ASSIGNMENT:
The following data has a line with "position:absolute; left:21px; top:21px;" and a line with "display:grid; place-items:center; width:77px;". Write out exactly those lines and all the lines between them.

INPUT DATA:
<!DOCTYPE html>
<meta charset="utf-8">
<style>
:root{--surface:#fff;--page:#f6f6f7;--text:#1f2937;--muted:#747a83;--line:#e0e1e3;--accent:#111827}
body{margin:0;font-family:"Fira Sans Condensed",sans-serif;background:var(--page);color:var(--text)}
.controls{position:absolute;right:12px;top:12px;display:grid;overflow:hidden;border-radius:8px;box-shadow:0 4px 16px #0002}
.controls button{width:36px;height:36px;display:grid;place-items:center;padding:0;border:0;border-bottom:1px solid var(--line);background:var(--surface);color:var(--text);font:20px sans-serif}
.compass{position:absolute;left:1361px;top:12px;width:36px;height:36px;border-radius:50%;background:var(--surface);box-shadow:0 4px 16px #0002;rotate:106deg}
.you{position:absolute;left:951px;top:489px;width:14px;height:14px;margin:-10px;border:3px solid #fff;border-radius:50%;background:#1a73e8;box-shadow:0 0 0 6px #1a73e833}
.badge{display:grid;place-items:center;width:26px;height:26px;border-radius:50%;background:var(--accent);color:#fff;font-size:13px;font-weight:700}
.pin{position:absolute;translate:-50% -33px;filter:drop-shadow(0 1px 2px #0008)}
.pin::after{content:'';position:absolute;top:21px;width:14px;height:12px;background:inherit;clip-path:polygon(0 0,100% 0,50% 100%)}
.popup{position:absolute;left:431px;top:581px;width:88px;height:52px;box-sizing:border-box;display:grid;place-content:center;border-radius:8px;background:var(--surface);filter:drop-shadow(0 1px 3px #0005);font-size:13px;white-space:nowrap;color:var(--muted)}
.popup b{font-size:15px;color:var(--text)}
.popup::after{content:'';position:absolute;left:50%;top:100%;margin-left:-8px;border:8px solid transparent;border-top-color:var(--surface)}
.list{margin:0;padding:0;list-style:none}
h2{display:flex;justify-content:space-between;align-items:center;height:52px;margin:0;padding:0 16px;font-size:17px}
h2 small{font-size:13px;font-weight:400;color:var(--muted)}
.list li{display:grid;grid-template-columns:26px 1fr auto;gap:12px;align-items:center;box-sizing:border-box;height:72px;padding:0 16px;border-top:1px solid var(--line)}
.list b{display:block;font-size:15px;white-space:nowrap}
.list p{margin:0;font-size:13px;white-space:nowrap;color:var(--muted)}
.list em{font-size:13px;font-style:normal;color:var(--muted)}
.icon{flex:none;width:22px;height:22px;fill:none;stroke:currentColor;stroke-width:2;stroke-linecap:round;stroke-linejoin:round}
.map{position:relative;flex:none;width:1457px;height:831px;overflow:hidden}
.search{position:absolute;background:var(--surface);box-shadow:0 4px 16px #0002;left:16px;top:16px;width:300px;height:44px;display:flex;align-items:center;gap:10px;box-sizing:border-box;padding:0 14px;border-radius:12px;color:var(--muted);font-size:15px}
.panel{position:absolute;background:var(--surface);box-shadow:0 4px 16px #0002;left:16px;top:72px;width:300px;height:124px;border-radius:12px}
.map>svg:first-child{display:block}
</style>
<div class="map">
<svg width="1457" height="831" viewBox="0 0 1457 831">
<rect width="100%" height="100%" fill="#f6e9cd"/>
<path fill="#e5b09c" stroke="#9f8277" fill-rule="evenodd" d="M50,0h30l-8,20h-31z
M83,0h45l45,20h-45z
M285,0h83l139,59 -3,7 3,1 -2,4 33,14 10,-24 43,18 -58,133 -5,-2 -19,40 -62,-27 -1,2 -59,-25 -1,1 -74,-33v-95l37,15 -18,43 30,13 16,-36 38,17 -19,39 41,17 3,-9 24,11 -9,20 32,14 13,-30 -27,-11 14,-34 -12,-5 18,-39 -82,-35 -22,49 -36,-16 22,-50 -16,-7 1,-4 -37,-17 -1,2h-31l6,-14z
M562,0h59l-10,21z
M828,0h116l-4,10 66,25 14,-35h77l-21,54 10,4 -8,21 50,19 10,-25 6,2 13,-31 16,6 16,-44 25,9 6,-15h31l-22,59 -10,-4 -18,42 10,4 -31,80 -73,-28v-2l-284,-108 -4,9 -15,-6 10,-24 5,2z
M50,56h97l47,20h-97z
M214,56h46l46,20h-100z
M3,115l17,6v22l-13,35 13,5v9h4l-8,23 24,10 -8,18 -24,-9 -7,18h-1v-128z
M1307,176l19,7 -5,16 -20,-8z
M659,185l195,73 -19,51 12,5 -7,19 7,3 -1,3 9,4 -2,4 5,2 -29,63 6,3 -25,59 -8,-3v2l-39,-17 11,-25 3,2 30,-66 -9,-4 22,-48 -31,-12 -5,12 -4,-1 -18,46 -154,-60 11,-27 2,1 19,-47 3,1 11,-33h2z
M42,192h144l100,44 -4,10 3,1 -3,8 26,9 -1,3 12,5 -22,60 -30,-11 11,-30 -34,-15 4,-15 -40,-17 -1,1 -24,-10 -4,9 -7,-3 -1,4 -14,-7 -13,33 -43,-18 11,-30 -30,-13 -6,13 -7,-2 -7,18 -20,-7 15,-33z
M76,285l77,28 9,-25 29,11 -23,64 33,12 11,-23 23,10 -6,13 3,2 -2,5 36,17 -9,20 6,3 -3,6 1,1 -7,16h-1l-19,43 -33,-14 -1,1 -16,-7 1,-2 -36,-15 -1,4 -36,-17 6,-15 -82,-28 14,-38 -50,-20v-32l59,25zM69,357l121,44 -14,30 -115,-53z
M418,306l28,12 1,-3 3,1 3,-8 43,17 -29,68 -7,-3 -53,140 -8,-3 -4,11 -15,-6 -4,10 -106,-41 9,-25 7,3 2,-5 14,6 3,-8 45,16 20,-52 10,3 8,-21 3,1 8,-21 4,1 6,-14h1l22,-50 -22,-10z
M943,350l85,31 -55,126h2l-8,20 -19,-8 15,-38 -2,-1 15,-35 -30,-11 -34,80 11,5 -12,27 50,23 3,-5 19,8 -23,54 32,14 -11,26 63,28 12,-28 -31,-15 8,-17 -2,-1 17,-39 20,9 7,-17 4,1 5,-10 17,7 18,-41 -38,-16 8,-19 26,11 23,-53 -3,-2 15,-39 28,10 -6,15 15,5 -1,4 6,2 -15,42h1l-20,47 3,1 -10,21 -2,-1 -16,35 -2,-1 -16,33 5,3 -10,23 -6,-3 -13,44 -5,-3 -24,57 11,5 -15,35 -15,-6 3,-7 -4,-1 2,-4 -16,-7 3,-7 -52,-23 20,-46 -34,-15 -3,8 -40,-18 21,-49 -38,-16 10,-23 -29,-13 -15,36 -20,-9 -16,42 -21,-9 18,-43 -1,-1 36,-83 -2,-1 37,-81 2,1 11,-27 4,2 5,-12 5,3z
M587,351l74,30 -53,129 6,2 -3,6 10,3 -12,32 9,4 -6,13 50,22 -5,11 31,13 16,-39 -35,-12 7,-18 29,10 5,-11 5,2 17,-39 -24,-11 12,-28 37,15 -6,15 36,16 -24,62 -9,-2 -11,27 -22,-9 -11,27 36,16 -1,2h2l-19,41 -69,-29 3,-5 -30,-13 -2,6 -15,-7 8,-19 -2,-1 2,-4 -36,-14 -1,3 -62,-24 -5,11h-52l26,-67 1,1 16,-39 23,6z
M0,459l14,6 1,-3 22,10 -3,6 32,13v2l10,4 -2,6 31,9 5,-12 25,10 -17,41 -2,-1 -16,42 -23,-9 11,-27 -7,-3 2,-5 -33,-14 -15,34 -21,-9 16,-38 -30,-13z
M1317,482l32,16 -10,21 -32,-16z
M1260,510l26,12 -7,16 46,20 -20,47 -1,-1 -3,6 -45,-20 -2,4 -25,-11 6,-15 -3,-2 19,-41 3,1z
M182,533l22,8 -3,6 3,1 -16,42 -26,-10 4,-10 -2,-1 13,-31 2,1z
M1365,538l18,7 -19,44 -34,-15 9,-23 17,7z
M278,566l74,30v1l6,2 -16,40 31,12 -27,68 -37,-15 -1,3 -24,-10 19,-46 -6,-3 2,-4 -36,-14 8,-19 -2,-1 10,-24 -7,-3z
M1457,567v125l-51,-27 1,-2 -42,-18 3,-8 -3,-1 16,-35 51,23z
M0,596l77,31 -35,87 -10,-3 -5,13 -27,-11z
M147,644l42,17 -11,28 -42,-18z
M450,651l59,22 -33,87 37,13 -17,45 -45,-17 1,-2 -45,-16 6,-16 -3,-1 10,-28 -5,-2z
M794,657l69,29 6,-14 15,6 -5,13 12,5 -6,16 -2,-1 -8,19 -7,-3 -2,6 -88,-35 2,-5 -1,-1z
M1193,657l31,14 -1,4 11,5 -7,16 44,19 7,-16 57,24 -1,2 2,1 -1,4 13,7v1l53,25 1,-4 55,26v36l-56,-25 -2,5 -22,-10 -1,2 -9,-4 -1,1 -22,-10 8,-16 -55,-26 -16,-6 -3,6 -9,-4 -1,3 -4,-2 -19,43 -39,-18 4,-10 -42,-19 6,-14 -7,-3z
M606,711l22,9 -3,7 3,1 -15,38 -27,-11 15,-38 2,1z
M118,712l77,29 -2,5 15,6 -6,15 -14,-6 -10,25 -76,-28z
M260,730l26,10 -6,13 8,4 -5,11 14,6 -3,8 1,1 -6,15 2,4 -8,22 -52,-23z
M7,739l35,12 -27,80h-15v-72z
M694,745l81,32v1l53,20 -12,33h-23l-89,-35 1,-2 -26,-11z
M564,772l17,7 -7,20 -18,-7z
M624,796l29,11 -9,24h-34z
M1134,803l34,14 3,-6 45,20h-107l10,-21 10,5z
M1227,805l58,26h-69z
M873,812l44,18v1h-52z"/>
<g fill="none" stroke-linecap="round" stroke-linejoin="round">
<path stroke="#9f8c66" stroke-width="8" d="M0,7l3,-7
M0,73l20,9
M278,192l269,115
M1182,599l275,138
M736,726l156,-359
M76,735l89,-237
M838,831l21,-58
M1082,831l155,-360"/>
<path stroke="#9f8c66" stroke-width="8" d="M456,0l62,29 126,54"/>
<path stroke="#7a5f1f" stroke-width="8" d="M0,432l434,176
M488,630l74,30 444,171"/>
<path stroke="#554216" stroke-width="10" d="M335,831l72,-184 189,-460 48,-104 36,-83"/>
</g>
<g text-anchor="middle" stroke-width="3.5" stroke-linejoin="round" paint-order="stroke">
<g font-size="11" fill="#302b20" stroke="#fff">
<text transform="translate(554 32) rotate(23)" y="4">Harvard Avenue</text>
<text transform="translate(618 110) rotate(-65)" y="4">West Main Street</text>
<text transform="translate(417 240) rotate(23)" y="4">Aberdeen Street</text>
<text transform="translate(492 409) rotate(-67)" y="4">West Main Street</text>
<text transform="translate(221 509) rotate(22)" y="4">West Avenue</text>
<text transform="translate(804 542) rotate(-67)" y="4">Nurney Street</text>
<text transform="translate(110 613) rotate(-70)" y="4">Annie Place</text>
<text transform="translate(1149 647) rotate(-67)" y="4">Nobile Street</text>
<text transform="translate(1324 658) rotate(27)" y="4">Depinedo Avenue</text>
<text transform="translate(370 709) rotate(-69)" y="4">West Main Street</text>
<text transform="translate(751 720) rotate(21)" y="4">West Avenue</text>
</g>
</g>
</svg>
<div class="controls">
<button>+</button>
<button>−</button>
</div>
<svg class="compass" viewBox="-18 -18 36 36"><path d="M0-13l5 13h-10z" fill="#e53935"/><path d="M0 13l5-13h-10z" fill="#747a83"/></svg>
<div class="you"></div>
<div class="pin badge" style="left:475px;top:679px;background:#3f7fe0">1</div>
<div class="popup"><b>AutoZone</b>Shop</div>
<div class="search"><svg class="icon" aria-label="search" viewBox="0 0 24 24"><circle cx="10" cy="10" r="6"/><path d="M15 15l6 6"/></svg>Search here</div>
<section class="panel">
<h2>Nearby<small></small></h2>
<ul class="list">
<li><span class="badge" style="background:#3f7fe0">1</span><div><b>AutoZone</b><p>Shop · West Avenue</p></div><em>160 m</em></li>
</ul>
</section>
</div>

* * *

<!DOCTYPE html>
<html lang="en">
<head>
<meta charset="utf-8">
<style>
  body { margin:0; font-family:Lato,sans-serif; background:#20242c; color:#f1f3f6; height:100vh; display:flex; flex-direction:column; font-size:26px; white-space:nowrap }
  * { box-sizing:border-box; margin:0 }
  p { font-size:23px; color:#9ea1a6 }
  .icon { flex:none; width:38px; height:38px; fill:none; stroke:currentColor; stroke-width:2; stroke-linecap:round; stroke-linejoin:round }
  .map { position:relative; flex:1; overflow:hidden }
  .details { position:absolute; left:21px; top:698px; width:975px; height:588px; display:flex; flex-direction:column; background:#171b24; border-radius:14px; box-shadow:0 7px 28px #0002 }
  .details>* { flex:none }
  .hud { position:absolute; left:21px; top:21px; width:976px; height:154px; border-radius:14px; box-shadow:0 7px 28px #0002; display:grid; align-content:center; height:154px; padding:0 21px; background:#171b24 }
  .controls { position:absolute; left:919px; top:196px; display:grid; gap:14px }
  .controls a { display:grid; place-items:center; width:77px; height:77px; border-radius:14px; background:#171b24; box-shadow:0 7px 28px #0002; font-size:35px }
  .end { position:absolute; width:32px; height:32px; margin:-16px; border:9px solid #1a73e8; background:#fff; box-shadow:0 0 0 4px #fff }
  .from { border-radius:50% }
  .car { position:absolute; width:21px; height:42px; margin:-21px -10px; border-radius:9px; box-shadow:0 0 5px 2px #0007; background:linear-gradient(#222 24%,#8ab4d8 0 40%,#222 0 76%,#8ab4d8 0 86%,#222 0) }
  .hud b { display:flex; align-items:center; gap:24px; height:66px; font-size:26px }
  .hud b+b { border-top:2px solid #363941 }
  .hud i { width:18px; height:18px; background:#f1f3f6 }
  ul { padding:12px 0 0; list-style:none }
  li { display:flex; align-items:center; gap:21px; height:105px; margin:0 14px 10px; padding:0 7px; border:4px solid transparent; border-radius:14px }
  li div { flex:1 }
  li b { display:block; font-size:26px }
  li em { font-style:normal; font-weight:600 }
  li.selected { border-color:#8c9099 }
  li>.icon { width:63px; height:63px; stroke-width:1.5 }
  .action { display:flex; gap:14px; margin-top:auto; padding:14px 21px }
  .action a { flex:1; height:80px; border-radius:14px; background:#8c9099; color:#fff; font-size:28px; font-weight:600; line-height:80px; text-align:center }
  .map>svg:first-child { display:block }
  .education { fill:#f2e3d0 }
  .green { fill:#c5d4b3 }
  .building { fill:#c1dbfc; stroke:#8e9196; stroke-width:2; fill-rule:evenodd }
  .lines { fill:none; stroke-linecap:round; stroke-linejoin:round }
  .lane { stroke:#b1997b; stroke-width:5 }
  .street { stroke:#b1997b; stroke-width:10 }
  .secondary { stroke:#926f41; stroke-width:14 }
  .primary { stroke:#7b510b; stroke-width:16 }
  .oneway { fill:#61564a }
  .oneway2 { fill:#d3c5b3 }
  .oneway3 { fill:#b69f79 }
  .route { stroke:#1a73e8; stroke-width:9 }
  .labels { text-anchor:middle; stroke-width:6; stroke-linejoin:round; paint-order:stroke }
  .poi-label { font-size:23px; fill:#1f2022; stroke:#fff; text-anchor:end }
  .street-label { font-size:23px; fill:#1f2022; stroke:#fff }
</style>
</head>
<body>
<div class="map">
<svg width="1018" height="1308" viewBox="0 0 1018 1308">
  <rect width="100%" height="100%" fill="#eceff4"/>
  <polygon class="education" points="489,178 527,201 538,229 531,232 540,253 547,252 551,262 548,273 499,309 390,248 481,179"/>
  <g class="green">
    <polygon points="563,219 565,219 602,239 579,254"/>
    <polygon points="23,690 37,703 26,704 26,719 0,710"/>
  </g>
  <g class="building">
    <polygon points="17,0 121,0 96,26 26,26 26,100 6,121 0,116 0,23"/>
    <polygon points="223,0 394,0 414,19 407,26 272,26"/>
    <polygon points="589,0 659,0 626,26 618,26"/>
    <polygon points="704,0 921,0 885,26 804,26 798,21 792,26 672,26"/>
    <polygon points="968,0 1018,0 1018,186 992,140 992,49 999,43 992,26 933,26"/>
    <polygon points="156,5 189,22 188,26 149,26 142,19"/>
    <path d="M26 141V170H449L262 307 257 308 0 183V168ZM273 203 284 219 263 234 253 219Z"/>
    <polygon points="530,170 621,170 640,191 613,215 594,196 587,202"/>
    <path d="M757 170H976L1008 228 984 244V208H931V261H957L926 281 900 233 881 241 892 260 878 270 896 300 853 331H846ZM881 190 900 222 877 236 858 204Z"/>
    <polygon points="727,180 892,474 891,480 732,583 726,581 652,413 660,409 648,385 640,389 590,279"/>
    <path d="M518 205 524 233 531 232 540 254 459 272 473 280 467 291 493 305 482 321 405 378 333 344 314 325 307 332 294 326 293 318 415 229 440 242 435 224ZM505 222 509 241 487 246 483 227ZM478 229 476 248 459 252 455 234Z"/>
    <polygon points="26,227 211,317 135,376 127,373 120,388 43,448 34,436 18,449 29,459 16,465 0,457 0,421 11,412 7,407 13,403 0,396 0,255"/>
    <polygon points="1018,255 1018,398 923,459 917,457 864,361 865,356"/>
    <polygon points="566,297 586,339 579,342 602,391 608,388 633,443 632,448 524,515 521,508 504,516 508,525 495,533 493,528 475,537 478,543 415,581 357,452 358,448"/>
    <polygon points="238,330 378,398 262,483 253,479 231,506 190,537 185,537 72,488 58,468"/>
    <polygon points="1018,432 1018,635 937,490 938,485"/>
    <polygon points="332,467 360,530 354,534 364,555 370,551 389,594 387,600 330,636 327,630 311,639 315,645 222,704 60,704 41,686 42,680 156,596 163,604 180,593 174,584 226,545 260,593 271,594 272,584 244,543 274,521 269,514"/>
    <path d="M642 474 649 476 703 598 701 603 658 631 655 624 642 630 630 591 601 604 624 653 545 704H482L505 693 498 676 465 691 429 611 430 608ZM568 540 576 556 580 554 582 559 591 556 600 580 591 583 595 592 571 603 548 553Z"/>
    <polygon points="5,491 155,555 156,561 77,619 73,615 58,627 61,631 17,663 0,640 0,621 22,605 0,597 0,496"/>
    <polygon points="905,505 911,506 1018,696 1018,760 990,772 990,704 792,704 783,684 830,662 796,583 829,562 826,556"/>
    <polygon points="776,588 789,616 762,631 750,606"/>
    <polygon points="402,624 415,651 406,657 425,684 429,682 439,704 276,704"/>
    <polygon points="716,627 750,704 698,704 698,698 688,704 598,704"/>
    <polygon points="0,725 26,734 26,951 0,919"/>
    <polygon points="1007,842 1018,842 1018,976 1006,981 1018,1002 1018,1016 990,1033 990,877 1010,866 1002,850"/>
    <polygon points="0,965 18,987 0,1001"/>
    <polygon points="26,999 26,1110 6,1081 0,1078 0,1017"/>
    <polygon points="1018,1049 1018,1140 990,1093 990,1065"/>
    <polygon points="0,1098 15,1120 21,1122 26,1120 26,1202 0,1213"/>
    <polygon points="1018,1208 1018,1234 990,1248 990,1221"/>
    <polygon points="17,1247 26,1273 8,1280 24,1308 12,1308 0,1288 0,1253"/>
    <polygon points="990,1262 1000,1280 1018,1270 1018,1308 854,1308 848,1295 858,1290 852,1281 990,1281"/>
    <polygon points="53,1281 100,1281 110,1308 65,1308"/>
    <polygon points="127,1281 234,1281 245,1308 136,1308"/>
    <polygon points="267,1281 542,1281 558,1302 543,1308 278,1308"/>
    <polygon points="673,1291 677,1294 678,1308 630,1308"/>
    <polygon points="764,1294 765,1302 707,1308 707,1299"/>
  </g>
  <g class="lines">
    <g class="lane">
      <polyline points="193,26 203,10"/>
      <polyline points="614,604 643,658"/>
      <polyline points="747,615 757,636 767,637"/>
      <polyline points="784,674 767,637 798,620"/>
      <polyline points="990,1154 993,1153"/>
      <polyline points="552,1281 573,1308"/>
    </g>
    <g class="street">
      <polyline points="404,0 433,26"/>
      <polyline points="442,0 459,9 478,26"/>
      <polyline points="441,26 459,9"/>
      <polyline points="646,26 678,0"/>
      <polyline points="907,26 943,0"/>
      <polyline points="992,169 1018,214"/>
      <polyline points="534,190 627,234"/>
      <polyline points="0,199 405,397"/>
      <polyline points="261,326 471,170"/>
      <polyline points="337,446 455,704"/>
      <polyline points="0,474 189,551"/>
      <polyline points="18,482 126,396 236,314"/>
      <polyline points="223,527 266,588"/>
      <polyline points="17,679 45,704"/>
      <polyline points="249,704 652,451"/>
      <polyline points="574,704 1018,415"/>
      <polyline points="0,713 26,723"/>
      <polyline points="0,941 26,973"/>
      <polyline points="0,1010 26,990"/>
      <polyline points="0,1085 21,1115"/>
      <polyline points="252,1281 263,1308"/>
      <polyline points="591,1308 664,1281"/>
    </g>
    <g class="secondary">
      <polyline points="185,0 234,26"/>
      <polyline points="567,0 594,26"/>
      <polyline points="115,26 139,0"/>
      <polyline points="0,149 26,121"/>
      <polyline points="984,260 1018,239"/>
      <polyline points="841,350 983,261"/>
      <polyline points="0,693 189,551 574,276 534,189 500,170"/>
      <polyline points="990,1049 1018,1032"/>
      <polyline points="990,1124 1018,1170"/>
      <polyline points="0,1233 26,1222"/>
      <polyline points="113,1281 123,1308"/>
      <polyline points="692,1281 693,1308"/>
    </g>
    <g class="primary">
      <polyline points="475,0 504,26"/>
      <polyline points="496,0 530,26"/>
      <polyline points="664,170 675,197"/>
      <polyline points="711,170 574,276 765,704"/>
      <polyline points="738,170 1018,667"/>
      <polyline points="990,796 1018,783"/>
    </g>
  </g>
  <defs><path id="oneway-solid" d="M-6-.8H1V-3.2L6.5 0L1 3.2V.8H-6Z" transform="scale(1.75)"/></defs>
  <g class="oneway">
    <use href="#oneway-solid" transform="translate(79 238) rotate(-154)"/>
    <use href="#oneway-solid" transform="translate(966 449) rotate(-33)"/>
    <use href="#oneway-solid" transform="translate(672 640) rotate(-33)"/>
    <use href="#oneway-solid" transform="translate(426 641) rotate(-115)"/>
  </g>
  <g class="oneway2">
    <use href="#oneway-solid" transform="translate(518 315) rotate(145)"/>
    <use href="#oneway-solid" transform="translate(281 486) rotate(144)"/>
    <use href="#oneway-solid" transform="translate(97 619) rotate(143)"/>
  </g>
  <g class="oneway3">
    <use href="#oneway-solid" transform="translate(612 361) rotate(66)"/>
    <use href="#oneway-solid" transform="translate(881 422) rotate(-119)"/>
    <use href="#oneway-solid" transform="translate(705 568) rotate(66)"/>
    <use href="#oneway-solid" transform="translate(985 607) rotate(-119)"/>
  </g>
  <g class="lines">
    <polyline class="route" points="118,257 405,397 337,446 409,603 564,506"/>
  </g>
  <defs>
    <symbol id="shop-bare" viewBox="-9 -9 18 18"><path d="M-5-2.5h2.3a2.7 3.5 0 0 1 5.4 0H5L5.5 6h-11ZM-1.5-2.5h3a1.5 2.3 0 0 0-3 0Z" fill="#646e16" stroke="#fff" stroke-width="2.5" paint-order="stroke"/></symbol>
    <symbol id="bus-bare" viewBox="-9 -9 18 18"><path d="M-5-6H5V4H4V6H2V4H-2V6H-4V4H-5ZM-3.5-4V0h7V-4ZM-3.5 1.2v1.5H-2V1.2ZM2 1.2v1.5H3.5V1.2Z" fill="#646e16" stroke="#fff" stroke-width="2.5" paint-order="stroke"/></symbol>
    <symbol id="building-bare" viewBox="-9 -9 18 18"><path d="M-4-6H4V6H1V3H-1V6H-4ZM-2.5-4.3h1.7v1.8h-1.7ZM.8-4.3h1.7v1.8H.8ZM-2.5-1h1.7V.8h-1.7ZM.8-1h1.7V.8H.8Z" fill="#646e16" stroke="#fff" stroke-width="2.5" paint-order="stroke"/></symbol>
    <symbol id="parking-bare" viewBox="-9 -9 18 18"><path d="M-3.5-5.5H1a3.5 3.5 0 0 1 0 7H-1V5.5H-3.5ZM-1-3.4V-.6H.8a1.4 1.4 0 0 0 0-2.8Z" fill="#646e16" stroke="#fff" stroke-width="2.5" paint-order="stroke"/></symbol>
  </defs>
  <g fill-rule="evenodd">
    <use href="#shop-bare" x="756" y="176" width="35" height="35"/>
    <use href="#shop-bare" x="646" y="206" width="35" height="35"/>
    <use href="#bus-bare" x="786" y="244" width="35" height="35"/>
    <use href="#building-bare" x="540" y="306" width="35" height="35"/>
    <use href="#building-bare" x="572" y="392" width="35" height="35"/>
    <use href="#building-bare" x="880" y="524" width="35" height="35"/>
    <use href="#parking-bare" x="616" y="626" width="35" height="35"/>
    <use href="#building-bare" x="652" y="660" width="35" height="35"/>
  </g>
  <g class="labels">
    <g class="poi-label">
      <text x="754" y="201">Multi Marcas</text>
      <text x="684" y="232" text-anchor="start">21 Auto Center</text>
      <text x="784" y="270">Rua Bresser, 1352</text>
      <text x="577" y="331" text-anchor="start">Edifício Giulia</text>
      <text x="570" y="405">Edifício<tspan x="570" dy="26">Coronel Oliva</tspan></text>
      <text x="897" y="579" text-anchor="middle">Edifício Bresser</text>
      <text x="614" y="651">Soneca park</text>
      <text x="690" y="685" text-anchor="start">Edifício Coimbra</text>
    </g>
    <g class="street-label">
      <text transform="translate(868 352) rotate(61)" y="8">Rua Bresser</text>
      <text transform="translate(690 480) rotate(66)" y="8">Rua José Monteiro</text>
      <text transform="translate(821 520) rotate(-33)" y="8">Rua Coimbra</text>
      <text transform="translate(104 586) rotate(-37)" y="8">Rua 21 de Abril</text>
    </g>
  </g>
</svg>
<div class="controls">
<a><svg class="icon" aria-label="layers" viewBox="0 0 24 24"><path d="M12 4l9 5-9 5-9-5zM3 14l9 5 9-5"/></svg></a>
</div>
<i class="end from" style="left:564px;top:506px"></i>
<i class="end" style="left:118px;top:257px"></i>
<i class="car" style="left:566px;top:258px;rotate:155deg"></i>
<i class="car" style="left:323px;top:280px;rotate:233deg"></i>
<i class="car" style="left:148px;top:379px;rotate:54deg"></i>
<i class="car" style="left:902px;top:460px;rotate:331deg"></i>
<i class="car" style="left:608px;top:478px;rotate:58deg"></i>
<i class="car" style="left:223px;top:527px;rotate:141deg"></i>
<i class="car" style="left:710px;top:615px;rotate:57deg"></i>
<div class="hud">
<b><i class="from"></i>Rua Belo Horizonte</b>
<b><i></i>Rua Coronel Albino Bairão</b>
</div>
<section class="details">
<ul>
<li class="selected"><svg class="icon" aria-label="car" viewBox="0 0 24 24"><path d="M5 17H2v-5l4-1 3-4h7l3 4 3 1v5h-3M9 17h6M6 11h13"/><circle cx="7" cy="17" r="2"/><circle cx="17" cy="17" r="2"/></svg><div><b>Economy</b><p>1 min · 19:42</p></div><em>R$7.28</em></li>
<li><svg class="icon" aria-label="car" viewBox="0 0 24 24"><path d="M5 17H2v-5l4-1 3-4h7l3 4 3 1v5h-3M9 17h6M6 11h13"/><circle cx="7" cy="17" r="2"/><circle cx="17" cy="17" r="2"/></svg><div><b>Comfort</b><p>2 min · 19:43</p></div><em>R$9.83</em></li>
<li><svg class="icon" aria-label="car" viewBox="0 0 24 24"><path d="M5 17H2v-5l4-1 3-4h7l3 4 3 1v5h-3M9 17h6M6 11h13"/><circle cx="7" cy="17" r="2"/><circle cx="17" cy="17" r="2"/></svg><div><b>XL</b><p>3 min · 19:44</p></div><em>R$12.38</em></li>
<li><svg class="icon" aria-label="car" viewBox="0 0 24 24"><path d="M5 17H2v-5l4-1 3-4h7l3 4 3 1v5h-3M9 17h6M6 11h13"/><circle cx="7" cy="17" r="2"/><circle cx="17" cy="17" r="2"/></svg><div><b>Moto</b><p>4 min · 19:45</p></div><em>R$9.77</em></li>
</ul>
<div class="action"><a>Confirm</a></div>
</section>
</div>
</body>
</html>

RESULT OF THIS EXERCISE:
  .hud { position:absolute; left:21px; top:21px; width:976px; height:154px; border-radius:14px; box-shadow:0 7px 28px #0002; display:grid; align-content:center; height:154px; padding:0 21px; background:#171b24 }
  .controls { position:absolute; left:919px; top:196px; display:grid; gap:14px }
  .controls a { display:grid; place-items:center; width:77px; height:77px; border-radius:14px; background:#171b24; box-shadow:0 7px 28px #0002; font-size:35px }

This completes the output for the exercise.